Introduction
The amount of time someone spends in the hospital after surgery is important, both to the individual patient who wants to go home and to the healthcare system that needs to allocate beds and defray expenditures. But what aspects of your post-surgical course can affect the amount of time you might spend in the hospital after surgery? Right now, all studies in the literature focus on specific operations and have small samples sizes, potentially masking effects and resulting in imprecise estimates of effect size. This study aimed to answer that question using data from the American College of Surgeons National Surgical Quality Improvement Program (ACS-NSQIP) database across a wide spectrum of procedures and institutions.
What did we do?
We analyzed data from patients undergoing inpatient operations in the large, national ACS-NSIP participant use file (PUF) database across nine surgical subspecialties (general surgery, gynecology, neurosurgery, orthopedic surgery, otolaryngology, plastic surgery, thoracic surgery, urology, and vascular surgery). We used preoperative characteristics and postoperative complications as the independent variables and postoperative length of stay as the dependent variable.

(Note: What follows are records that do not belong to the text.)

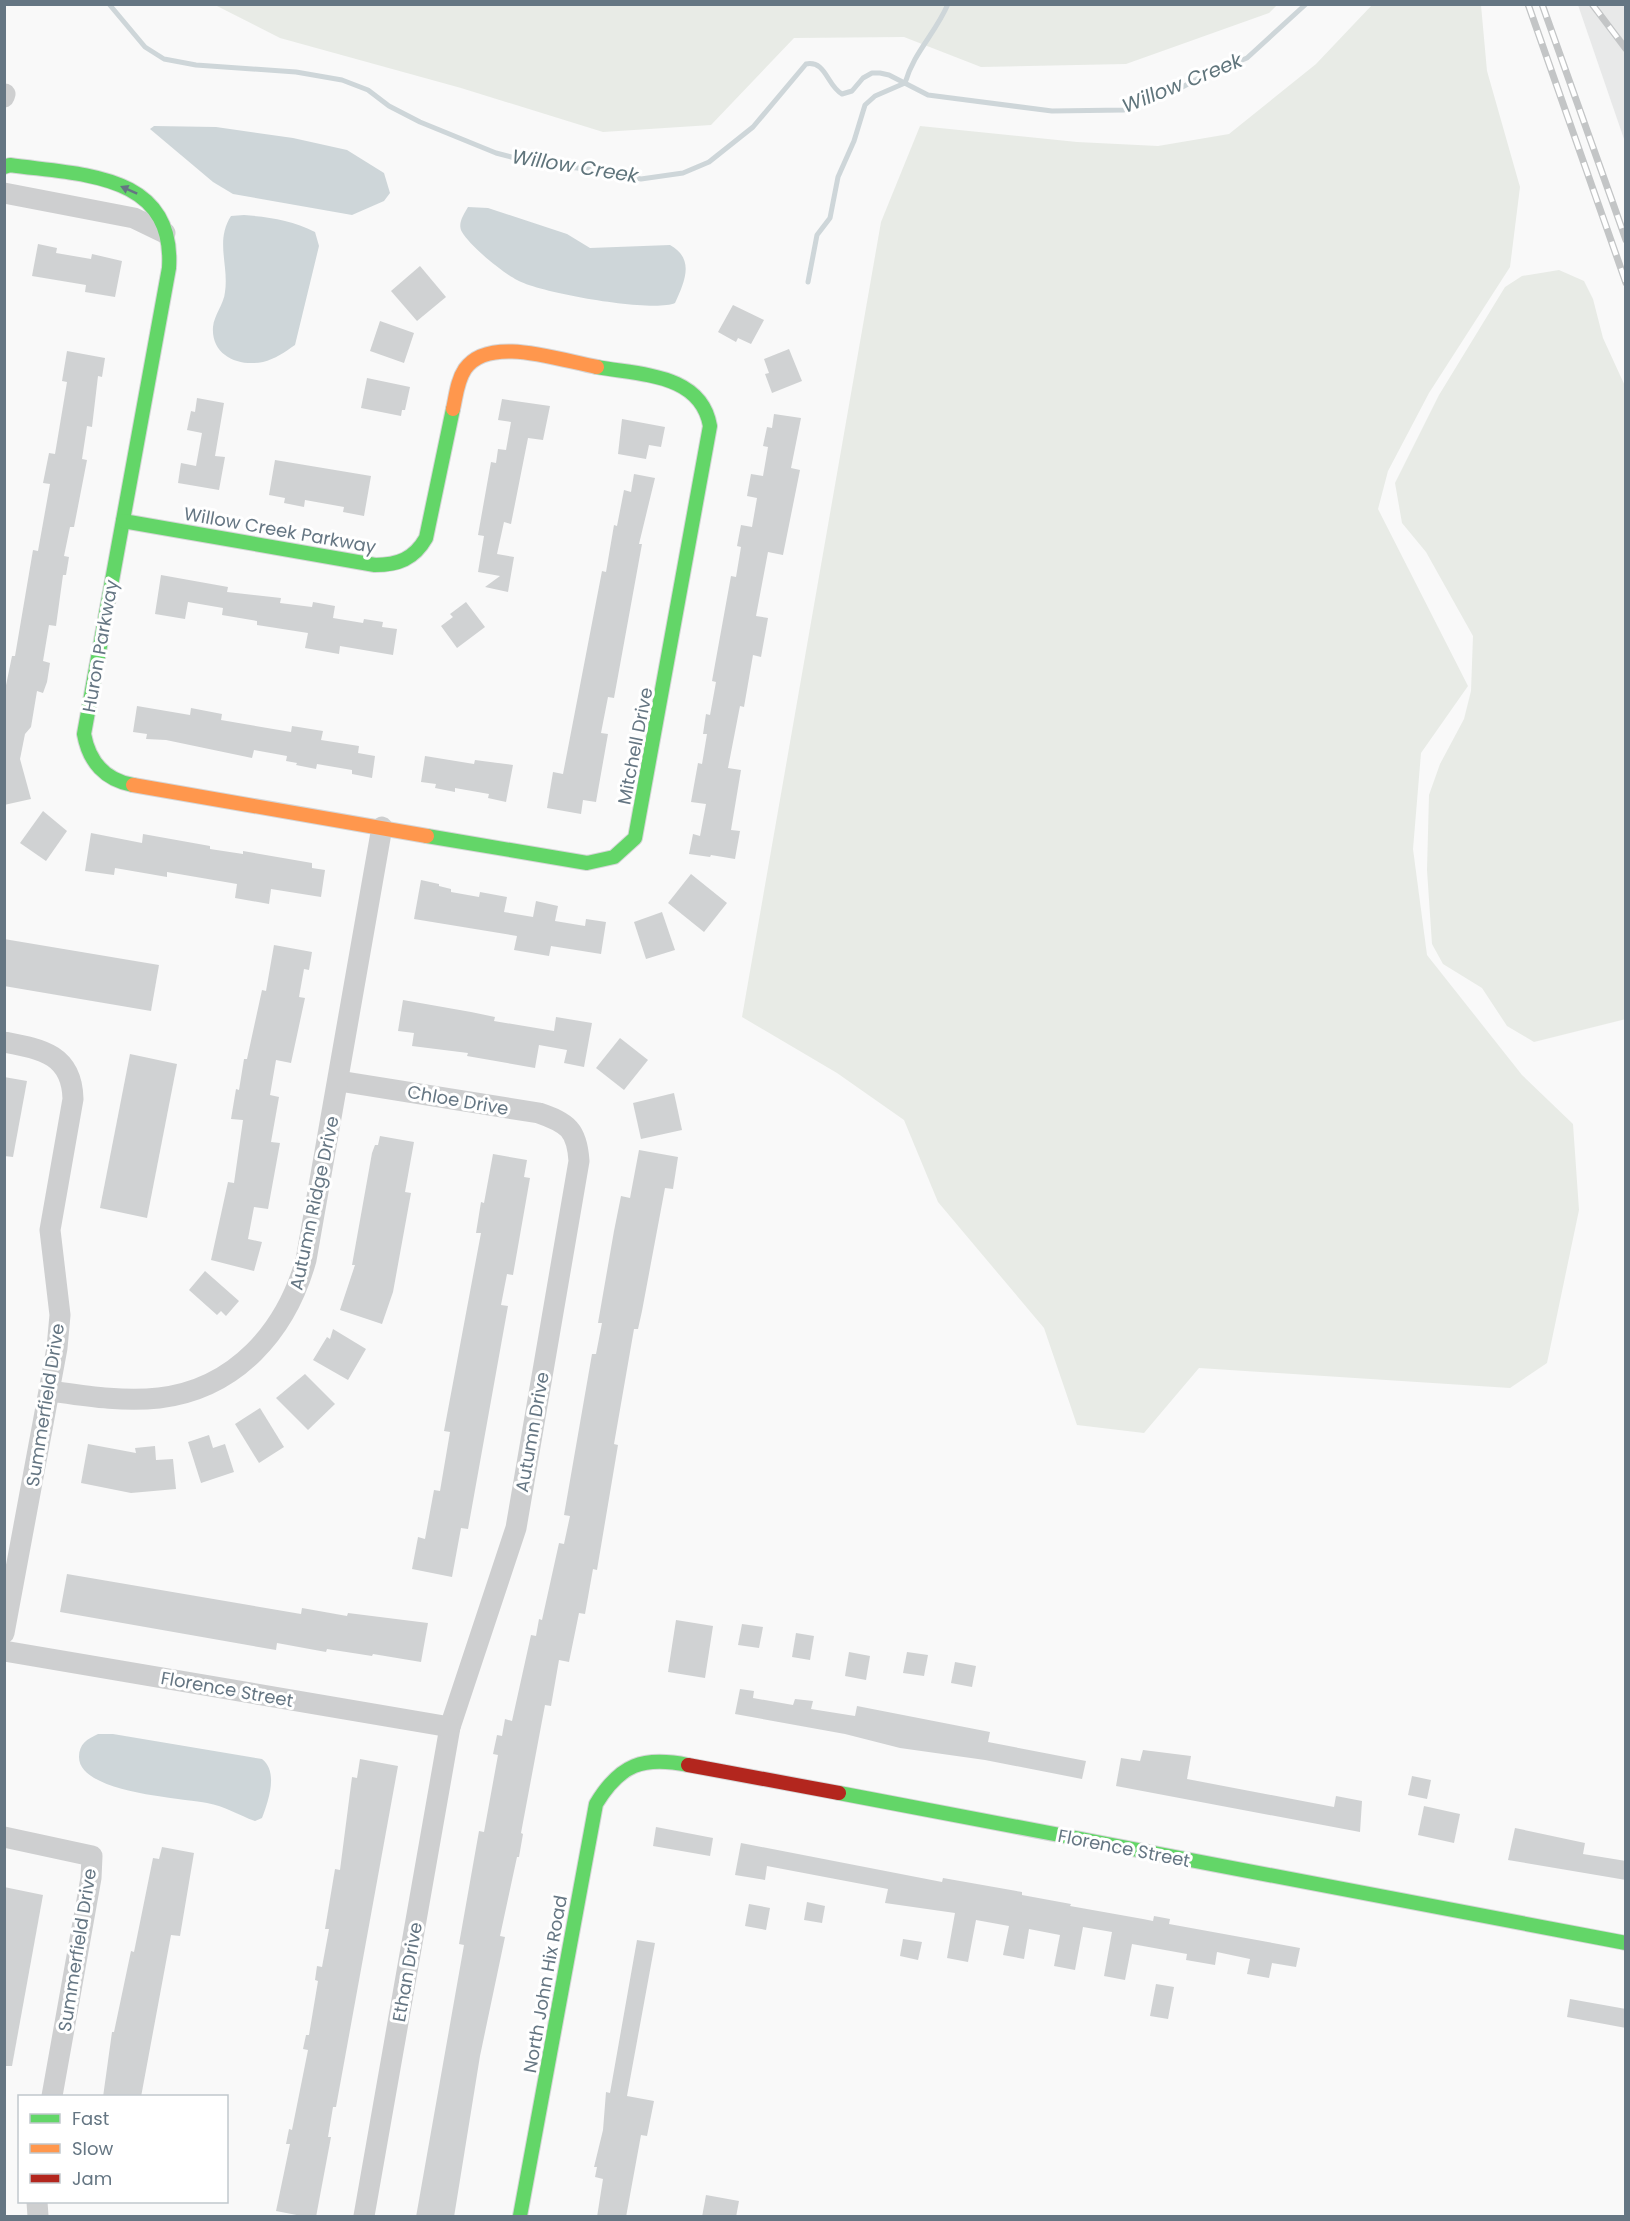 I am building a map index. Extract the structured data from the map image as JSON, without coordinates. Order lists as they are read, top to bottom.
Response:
{
  "streets": {
    "street": [
      "Willow Creek Parkway",
      "Huron Parkway",
      "Mitchell Drive",
      "Chloe Drive",
      "Autumn Ridge Drive",
      "Summerfield Drive",
      "Autumn Drive",
      "Florence Street",
      "Ethan Drive",
      "North John Hix Road"
    ]
  },
  "crossings": [
    ["Willow Creek Parkway", "Huron Parkway"],
    ["Willow Creek Parkway", "Mitchell Drive"],
    ["Huron Parkway", "Mitchell Drive"],
    ["Huron Parkway", "Autumn Ridge Drive"],
    ["Mitchell Drive", "Autumn Ridge Drive"],
    ["Chloe Drive", "Autumn Ridge Drive"],
    ["Chloe Drive", "Autumn Drive"],
    ["Autumn Ridge Drive", "Summerfield Drive"],
    ["Autumn Drive", "Florence Street"],
    ["Autumn Drive", "Ethan Drive"],
    ["Florence Street", "Ethan Drive"],
    ["Florence Street", "North John Hix Road"]
  ],
  "water": ["Willow Creek"],
  "legend": ["Fast", "Slow", "Jam"]
} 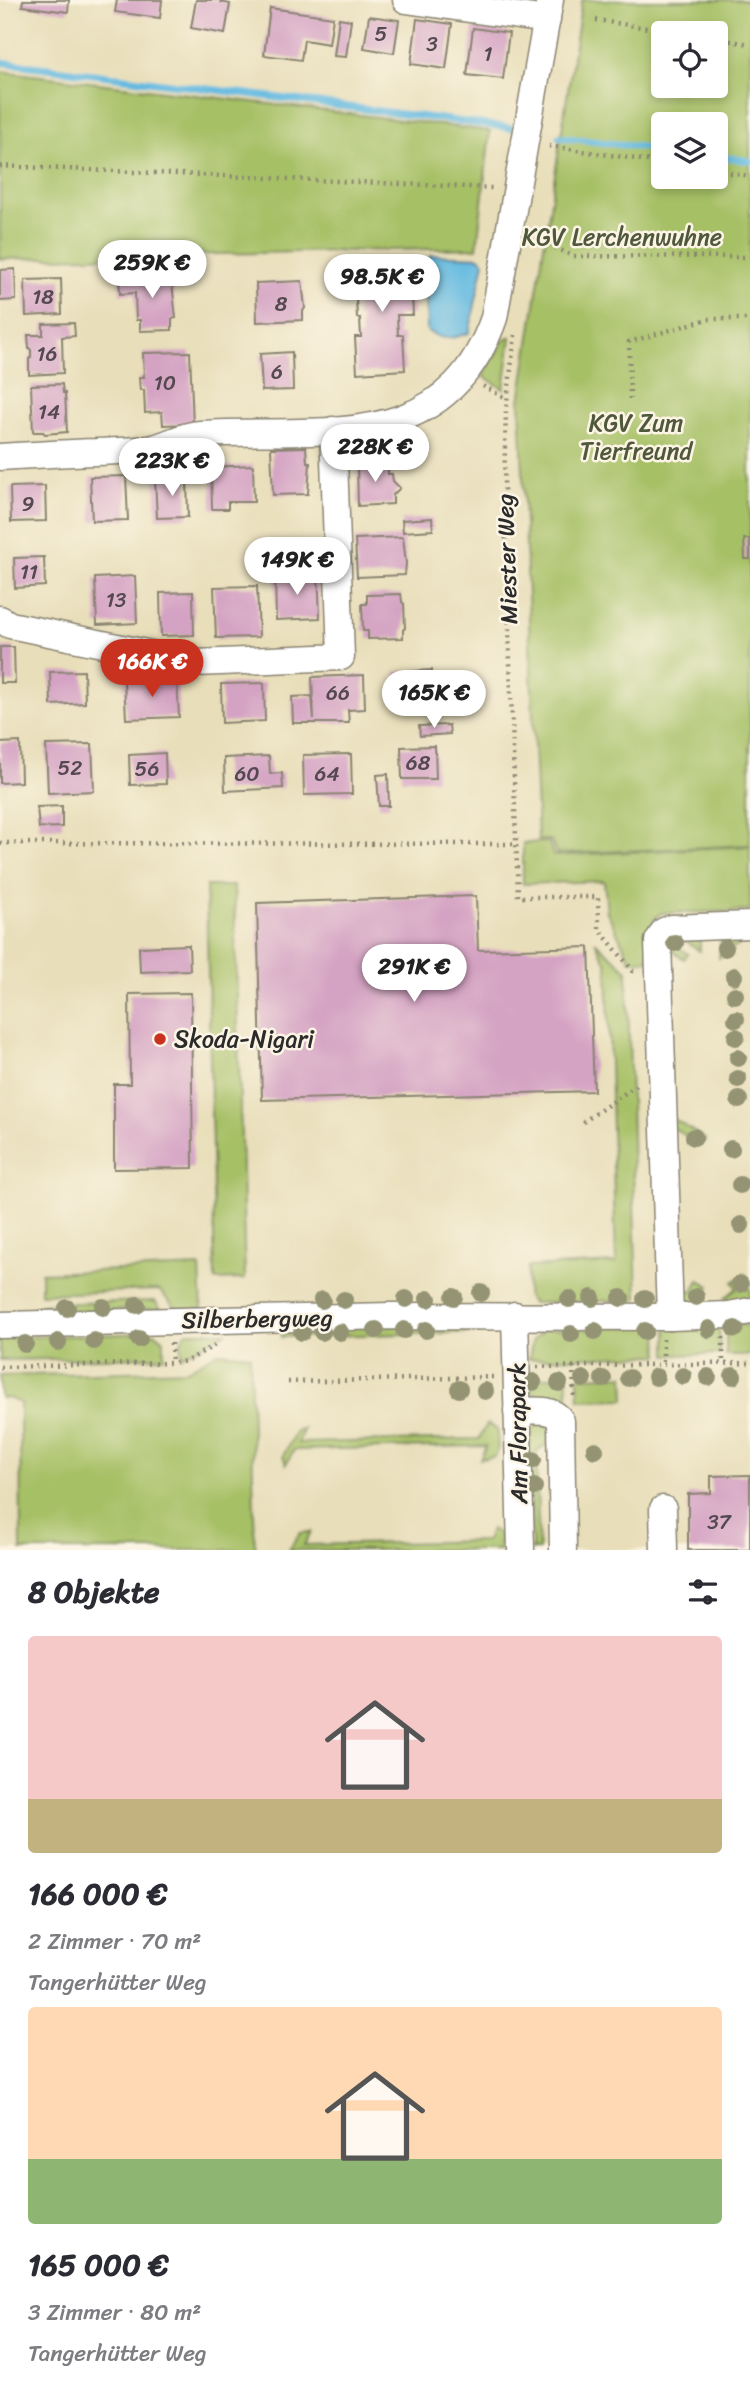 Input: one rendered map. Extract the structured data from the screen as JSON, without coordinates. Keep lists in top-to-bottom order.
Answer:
{
  "streets": {
    "street": ["Silberbergweg", "Am Florapark"],
    "path": ["Miester Weg"]
  },
  "crossings": [
    ["Silberbergweg", "Am Florapark"]
  ],
  "parks": ["KGV Lerchenwuhne", "KGV Zum Tierfreund"],
  "places": ["Skoda-Nigari"],
  "house_numbers": [
    "5",
    "3",
    "1",
    "18",
    "8",
    "16",
    "6",
    "10",
    "14",
    "9",
    "11",
    "13",
    "66",
    "68",
    "52",
    "56",
    "60",
    "64",
    "37"
  ],
  "page": {
    "price": [
      "259K €",
      "98.5K €",
      "228K €",
      "223K €",
      "149K €",
      "166K €",
      "165K €",
      "291K €"
    ],
    "heading": "8 Objekte",
    "list": [
      {
        "name": "166 000 €",
        "note": "2 Zimmer · 70 m² · Tangerhütter Weg"
      },
      {
        "name": "165 000 €",
        "note": "3 Zimmer · 80 m² · Tangerhütter Weg"
      }
    ]
  }
}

We examined the unadjusted association of each complication on postoperative length of stay. For this, we applied a Wilcoxon rank-sum test for variables with two categories, a Kruskal-Wallis test for variables with >2 categories, and a Pearson correlation coefficient for continuous variables. These statistical tests allow us to see the effect that each complication would have on a patient’s length of stay if they were to occur.
After we had those results, we wanted to adjust for the effect of other variables on each individual complication, because it is possible that having one complication, such as a urinary tract infection, makes another complication, such as sepsis, more likely. In addition, certain patient characteristics, such as having a chronic illness before surgery, may make the development of a complication after surgery more likely, but may have their own effect on length of stay. By controlling for these variables with a negative binomial model, we can isolate the attributable effect that each individual complication has on length of stay.
What did we find?
After controlling for all the considered variables, we found a statically significant correlation between time spent in the hospital postoperatively and development of any postoperative complication. The estimates of the magnitude of effect for each complication varied widely. The postoperative complication that had the largest individual effect on postoperative length of stay was prolonged postoperative mechanical ventilation, which increased length of stay by 20 days. Other complications with large effect sizes were wound disruption (increase of 19 days) and acute renal failure (increase of 17 days). In addition, we were able to find that certain patient characteristics had their own significant individual effect on length of stay; for example, underweight patients (BMI<18.5) ended up spending 2 days in the hospital more than patients in a BMI range of 18.5-24.9, and those who had ascites at the time of surgery spent 5 days longer in the hospital after surgery.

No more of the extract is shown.